If you deploy Grafana operator in your Kubernetes cluster, dashboards could be automatically deployed and maintained up-to-date. Set dashboards.enabled: true in your Helm deployment to deploy dashboards as GrafanaDashboard CRD

Why are we recommending Grafana operator?

We are committed to providing you with the most efficient and user-friendly experience possible. Therefore, we continuously enhance our dashboards and the metrics produced by our exporters to ensure you have access to the most accurate and relevant data.

To ensure an optimal user experience, it's vital to keep your dashboards up to date. This practice guarantees that you are always working with the latest features and improvements, enabling you to make the most out of the data presented to you. However, maintaining multiple versions of dashboards can be challenging and is not desirable. It introduces complexity and can lead to inconsistencies between what you see and the actual data.

By leveraging the Grafana Operator, you can rest assured that the version of your dashboard will always match the metrics presented by your exporter. This synchronization between your dashboards and the underlying data ensures a seamless and accurate monitoring experience. This move towards operator-based deployment is designed to streamline your monitoring process, ensuring accuracy and efficiency in your data visualization efforts.

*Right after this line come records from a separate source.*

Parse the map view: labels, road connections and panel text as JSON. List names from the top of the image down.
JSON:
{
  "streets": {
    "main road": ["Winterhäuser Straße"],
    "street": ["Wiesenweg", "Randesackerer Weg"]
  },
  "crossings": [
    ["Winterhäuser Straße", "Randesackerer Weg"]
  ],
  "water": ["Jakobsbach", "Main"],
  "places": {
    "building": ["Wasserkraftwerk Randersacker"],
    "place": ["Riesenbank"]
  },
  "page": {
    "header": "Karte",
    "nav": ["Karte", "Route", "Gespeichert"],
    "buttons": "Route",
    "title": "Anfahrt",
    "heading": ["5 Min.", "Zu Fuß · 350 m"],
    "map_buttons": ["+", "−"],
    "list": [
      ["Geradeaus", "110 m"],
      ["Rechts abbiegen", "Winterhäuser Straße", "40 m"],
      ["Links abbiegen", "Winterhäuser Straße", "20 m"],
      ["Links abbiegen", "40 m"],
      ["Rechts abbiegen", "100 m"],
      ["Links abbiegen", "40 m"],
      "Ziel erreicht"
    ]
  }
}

Kubernetes operators aim to simplify deployments, and as part of this evolution, we will eventually stop publishing dashboards on Grafana Labs.

For convenience, dashboards are also available in configs/grafana/public/ folder and Grafana labs:

Instances overview RDS instances
JSON or 19647

Instance details

RDS instance details
JSON or 19646

RDS exporters Prometheus RDS exporter
JSON or 19679

Configuration

Configuration could be defined in prometheus-rds-exporter.yaml or environment variables (format PROMETHEUS_RDS_EXPORTER_<PARAMETER_NAME>).

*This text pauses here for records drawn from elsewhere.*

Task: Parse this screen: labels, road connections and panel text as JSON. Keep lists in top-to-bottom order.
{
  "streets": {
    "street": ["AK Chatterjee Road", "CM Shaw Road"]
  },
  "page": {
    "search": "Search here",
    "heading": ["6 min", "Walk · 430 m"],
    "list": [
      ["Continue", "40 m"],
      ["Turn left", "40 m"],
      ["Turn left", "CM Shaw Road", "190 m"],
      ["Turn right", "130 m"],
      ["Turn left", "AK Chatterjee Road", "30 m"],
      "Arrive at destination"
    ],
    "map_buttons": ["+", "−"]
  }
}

Parameter Description Default
aws-assume-role-arn AWS IAM ARN role to assume to fetch metrics
aws-assume-role-session AWS assume role session name prometheus-rds-exporter
collect-instance-metrics Collect AWS instances metrics (AWS Cloudwatch API) true
collect-instance-tags Collect AWS RDS tags true
collect-instance-types Collect AWS instance types information (AWS EC2 API) true
collect-logs-size Collect AWS instances logs size (AWS RDS API) true
collect-maintenances Collect AWS instances maintenances (AWS RDS API) true
collect-quotas Collect AWS RDS quotas (AWS quotas API) true
collect-usages Collect AWS RDS usages (AWS Cloudwatch API) true
debug Enable debug mode
enable-otel-traces Enable OpenTelemetry traces. See configuration false
listen-address Address to listen on for web interface :9043
log-format Log format (text or json) json
metrics-path Path under which to expose metrics /metrics
tls-cert-path Path to TLS certificate
tls-key-path Path to private key for TLS

Configuration parameters priorities:

  1. $HOME/prometheus-rds-exporter.yaml file
  2. prometheus-rds-exporter.yaml file
  3. Environment variables
  4. Command line flags

AWS authentication

Prometheus RDS exporter needs read-only AWS IAM permissions to fetch metrics from AWS RDS, CloudWatch, EC2 and ServiceQuota AWS APIs.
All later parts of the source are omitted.